*What is needed:* Look through the material beneath and copy each line with the word "green".

*Material provided:*
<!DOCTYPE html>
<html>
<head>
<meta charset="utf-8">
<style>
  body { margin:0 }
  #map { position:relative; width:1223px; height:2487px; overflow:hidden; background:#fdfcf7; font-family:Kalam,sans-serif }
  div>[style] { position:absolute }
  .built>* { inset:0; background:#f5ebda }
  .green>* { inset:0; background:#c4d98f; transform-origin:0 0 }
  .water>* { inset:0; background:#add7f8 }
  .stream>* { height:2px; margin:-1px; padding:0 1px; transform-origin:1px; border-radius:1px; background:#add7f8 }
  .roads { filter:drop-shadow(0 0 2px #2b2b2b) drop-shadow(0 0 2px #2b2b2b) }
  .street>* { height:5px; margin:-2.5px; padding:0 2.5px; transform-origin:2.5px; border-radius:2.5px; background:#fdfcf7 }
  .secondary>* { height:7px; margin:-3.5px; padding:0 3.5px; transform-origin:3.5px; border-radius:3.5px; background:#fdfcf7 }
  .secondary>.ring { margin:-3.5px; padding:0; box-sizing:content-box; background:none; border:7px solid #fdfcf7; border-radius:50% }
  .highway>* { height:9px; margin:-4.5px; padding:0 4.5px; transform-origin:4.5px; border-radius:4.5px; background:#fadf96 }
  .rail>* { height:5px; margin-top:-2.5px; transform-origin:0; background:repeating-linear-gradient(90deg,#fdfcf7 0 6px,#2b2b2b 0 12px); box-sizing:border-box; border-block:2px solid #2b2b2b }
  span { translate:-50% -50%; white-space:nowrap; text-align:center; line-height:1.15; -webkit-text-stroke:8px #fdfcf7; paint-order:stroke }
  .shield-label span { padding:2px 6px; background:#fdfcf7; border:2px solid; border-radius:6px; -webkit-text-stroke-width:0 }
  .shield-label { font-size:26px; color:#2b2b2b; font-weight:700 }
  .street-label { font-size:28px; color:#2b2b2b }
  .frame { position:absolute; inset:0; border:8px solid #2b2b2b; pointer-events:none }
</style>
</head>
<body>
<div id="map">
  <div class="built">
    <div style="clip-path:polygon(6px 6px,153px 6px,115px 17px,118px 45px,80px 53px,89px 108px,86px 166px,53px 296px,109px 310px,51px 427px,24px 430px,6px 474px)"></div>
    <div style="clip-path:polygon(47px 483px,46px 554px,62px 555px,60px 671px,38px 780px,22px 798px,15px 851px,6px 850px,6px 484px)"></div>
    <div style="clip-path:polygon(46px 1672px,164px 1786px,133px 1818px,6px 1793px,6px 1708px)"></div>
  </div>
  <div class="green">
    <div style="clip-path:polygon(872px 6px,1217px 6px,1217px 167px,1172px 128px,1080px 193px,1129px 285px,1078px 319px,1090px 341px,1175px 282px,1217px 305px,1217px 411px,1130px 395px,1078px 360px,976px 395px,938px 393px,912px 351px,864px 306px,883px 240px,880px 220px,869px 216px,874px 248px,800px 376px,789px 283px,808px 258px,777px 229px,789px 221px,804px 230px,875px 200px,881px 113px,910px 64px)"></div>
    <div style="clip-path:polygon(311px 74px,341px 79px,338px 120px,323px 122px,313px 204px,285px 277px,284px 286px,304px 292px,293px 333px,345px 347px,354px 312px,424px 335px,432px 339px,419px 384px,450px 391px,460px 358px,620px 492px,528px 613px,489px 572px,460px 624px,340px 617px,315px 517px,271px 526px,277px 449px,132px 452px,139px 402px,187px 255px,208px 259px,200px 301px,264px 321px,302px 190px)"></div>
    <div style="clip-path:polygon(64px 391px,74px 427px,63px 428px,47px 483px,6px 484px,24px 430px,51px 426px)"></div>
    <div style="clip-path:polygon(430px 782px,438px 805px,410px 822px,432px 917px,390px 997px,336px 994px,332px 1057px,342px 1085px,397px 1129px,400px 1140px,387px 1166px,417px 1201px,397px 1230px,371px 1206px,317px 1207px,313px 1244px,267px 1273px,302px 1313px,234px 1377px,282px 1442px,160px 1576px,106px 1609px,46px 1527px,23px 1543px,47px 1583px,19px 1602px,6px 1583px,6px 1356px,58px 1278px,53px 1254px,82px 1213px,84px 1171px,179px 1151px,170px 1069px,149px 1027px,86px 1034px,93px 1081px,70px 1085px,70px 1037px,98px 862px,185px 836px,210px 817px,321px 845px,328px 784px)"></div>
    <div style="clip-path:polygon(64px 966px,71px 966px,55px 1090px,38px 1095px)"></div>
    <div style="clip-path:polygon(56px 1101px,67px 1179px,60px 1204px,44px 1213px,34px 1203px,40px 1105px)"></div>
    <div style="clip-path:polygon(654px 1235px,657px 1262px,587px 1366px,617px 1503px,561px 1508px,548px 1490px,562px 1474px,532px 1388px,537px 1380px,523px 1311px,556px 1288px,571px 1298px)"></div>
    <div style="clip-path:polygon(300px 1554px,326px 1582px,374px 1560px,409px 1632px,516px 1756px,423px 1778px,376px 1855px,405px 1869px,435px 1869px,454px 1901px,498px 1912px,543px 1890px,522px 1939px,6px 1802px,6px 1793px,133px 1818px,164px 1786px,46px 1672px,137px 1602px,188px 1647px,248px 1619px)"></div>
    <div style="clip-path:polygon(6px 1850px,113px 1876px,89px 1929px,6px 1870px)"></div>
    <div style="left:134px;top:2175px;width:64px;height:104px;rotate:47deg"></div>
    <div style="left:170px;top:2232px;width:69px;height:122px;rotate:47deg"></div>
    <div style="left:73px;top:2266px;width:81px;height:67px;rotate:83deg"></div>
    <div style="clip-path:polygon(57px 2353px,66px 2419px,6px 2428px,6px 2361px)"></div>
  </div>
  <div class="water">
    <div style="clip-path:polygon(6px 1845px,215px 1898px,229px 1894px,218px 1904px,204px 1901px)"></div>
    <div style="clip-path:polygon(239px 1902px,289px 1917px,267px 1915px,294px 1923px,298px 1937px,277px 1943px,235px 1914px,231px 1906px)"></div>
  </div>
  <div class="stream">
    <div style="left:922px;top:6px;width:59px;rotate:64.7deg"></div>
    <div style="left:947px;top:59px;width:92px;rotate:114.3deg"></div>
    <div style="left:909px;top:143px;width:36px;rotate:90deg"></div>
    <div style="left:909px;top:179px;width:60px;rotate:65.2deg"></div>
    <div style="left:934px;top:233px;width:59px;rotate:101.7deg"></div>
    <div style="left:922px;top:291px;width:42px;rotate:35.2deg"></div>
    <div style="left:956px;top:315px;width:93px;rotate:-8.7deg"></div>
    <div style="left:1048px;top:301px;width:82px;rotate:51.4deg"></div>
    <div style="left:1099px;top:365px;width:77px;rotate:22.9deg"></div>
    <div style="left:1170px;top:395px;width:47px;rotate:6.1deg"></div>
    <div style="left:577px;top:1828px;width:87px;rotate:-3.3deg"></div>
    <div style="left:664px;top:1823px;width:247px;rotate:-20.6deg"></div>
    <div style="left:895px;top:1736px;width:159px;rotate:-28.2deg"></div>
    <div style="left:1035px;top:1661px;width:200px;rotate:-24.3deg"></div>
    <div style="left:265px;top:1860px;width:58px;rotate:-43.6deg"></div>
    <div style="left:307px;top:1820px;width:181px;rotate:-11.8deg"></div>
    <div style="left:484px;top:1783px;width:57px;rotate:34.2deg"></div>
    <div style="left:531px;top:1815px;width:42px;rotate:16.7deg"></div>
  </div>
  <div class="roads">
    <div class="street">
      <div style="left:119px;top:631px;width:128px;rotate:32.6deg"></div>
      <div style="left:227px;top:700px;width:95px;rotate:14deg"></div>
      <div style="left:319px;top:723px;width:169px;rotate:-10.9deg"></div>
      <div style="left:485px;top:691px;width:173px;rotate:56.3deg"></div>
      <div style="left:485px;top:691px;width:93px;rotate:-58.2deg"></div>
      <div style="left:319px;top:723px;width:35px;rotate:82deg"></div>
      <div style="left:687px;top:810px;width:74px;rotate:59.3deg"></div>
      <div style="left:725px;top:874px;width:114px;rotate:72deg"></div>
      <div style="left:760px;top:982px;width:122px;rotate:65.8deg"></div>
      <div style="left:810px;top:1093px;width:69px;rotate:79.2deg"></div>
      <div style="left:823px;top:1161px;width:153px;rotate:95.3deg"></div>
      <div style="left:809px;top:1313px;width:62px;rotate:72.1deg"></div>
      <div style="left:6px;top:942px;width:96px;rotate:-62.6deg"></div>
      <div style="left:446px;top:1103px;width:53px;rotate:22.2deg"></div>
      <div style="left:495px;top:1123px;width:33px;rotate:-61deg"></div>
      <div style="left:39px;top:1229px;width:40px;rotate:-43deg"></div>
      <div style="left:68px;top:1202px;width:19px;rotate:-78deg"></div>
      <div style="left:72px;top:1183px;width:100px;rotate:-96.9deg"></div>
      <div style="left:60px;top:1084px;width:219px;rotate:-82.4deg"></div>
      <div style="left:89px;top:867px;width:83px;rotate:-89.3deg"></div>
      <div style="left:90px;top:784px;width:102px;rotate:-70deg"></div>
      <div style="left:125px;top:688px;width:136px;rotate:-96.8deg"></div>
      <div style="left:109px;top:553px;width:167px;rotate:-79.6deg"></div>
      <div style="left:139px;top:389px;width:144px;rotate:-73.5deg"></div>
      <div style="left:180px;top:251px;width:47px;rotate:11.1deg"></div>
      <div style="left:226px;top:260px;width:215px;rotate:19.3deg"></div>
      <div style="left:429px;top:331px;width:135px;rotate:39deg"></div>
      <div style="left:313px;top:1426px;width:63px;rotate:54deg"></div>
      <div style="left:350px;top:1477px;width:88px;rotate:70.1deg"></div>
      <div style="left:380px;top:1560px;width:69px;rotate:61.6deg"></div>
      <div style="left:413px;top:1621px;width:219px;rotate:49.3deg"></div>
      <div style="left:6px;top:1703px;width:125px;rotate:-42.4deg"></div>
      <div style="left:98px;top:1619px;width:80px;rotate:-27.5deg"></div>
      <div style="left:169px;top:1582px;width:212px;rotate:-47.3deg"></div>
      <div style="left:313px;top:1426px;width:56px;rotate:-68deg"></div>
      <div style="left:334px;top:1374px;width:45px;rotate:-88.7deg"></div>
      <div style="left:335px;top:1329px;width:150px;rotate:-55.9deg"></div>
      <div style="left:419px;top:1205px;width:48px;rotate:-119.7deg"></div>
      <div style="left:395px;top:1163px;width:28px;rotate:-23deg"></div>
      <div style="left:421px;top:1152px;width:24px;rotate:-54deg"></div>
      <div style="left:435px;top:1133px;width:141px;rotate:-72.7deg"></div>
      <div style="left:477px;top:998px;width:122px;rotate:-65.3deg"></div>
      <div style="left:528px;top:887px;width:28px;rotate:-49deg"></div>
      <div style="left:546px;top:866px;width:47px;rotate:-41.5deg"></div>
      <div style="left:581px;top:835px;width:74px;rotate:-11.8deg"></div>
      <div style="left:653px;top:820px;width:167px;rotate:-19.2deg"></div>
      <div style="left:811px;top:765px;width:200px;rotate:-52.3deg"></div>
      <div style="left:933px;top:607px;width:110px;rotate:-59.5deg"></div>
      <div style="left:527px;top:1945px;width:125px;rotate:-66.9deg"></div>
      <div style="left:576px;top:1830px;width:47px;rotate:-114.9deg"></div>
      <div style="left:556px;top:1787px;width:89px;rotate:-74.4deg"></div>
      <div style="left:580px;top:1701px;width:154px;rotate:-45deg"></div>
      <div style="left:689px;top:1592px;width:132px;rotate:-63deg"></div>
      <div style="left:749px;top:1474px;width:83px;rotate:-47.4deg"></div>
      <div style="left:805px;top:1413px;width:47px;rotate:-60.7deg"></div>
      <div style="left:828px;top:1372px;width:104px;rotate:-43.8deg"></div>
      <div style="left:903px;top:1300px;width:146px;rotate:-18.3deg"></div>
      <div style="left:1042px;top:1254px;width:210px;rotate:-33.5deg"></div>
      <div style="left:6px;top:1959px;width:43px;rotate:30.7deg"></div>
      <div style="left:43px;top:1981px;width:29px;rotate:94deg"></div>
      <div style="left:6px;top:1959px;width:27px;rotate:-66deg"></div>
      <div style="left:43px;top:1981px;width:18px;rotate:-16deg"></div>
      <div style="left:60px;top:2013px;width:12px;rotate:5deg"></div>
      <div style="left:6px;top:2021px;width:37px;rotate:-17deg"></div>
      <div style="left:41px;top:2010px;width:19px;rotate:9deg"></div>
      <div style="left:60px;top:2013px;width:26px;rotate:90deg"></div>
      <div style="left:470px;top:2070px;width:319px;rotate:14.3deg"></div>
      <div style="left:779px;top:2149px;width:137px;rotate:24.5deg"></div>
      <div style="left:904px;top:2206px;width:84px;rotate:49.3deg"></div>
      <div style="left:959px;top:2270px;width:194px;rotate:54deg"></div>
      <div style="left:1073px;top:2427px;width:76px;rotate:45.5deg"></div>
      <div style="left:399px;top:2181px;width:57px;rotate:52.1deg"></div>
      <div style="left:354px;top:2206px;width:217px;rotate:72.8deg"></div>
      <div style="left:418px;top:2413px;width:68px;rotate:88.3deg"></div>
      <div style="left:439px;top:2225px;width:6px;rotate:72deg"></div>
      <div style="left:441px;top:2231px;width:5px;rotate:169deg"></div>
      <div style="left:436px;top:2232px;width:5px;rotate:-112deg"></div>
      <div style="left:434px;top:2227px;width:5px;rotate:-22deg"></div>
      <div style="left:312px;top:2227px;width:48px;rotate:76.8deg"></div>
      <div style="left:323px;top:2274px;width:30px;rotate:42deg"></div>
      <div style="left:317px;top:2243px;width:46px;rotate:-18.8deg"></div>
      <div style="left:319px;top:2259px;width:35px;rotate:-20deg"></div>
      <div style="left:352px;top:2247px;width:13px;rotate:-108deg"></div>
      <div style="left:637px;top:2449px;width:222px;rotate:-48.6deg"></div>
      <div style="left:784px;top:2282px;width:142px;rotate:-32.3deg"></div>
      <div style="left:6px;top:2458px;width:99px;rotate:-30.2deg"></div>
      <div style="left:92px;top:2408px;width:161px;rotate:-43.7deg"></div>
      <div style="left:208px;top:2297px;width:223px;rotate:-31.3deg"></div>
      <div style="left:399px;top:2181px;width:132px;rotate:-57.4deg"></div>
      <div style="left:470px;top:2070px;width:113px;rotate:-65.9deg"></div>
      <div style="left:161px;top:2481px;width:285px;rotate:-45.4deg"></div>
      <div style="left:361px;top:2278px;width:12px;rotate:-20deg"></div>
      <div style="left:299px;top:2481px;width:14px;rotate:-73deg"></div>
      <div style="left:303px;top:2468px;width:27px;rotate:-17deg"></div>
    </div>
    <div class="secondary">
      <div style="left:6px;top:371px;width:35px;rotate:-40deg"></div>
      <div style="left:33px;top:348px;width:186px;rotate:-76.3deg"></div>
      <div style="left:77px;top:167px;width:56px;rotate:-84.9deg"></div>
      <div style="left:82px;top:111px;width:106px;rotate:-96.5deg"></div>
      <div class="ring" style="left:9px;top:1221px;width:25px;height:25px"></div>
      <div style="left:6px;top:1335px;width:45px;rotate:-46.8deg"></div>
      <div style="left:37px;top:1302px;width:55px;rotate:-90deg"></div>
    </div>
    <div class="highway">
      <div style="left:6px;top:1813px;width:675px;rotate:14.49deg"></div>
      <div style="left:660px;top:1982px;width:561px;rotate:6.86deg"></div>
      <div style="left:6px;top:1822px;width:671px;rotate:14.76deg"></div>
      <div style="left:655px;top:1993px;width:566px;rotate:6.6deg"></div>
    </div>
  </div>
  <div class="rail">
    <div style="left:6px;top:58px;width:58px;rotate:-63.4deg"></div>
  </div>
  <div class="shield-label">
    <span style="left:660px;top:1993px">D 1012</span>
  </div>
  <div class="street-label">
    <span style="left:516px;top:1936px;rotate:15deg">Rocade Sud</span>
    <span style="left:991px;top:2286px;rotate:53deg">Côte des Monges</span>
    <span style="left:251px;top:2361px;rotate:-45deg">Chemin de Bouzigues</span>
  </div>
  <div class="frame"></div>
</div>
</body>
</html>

*Result of this task:*
  .green>* { inset:0; background:#c4d98f; transform-origin:0 0 }
  <div class="green">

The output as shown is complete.